Information shown –

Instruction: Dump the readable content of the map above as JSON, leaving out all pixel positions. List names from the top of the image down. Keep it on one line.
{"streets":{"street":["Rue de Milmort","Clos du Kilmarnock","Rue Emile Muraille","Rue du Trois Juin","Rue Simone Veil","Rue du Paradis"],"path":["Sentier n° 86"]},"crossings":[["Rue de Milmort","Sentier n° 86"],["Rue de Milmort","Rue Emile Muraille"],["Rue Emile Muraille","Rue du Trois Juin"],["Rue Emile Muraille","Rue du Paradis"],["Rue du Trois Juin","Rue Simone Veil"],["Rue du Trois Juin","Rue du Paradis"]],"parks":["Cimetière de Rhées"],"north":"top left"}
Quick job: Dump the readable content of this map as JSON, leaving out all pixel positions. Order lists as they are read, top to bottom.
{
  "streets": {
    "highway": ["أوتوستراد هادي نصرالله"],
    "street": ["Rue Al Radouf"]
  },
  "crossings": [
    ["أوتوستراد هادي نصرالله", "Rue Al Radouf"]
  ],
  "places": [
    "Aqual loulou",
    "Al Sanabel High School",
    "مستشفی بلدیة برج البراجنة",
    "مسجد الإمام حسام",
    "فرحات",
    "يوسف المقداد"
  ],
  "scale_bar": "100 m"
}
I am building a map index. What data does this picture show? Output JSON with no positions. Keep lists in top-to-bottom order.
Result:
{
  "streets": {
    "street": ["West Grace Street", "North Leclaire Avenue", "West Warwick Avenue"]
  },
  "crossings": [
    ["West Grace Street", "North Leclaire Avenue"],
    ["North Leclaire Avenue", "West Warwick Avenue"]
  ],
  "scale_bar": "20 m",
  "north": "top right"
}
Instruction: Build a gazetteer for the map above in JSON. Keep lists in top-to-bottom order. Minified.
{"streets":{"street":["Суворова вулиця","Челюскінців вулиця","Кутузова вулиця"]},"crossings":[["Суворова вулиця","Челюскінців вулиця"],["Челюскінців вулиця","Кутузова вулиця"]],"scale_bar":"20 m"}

Problem details – Copy down the material above exactly as it is.

Solved problem –
Instruction: Dump the readable content of the map above as JSON, leaving out all pixel positions. List names from the top of the image down. Keep it on one line.
{"streets":{"street":["Rue de Milmort","Clos du Kilmarnock","Rue Emile Muraille","Rue du Trois Juin","Rue Simone Veil","Rue du Paradis"],"path":["Sentier n° 86"]},"crossings":[["Rue de Milmort","Sentier n° 86"],["Rue de Milmort","Rue Emile Muraille"],["Rue Emile Muraille","Rue du Trois Juin"],["Rue Emile Muraille","Rue du Paradis"],["Rue du Trois Juin","Rue Simone Veil"],["Rue du Trois Juin","Rue du Paradis"]],"parks":["Cimetière de Rhées"],"north":"top left"}
Quick job: Dump the readable content of this map as JSON, leaving out all pixel positions. Order lists as they are read, top to bottom.
{
  "streets": {
    "highway": ["أوتوستراد هادي نصرالله"],
    "street": ["Rue Al Radouf"]
  },
  "crossings": [
    ["أوتوستراد هادي نصرالله", "Rue Al Radouf"]
  ],
  "places": [
    "Aqual loulou",
    "Al Sanabel High School",
    "مستشفی بلدیة برج البراجنة",
    "مسجد الإمام حسام",
    "فرحات",
    "يوسف المقداد"
  ],
  "scale_bar": "100 m"
}
I am building a map index. What data does this picture show? Output JSON with no positions. Keep lists in top-to-bottom order.
Result:
{
  "streets": {
    "street": ["West Grace Street", "North Leclaire Avenue", "West Warwick Avenue"]
  },
  "crossings": [
    ["West Grace Street", "North Leclaire Avenue"],
    ["North Leclaire Avenue", "West Warwick Avenue"]
  ],
  "scale_bar": "20 m",
  "north": "top right"
}
Instruction: Build a gazetteer for the map above in JSON. Keep lists in top-to-bottom order. Minified.
{"streets":{"street":["Суворова вулиця","Челюскінців вулиця","Кутузова вулиця"]},"crossings":[["Суворова вулиця","Челюскінців вулиця"],["Челюскінців вулиця","Кутузова вулиця"]],"scale_bar":"20 m"}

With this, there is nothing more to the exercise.